§ **RECORDS SUPPLIED**:
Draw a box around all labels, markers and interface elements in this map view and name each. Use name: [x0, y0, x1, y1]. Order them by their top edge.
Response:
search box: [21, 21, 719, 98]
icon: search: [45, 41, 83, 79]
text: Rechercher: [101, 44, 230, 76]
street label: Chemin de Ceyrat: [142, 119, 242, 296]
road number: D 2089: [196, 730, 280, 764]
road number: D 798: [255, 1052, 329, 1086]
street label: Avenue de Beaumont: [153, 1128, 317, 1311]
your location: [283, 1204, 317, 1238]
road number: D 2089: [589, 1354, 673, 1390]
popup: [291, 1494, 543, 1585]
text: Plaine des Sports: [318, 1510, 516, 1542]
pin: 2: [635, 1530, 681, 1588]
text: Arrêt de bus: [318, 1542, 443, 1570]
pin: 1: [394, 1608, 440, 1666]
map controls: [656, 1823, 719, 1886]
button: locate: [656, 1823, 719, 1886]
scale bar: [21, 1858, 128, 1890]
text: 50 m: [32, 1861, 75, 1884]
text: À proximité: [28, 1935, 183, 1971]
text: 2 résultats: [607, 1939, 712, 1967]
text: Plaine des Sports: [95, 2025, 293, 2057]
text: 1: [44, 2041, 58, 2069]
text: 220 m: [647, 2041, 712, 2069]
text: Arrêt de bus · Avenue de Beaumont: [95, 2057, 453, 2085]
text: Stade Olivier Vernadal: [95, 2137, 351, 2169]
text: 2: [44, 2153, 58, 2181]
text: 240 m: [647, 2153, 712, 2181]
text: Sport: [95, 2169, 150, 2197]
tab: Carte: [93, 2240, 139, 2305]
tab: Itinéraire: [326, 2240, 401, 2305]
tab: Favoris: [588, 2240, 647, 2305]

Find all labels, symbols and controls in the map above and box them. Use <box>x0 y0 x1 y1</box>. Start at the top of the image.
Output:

§ **TASK REQUIREMENTS**:
Pick out each line above that includes "labels" and show it.

§ **RESPONSE TO THE TASK**:
Draw a box around all labels, markers and interface elements in this map view and name each. Use name: [x0, y0, x1, y1]. Order them by their top edge.
Find all labels, symbols and controls in the map above and box them. Use <box>x0 y0 x1 y1</box>. Start at the top of the image.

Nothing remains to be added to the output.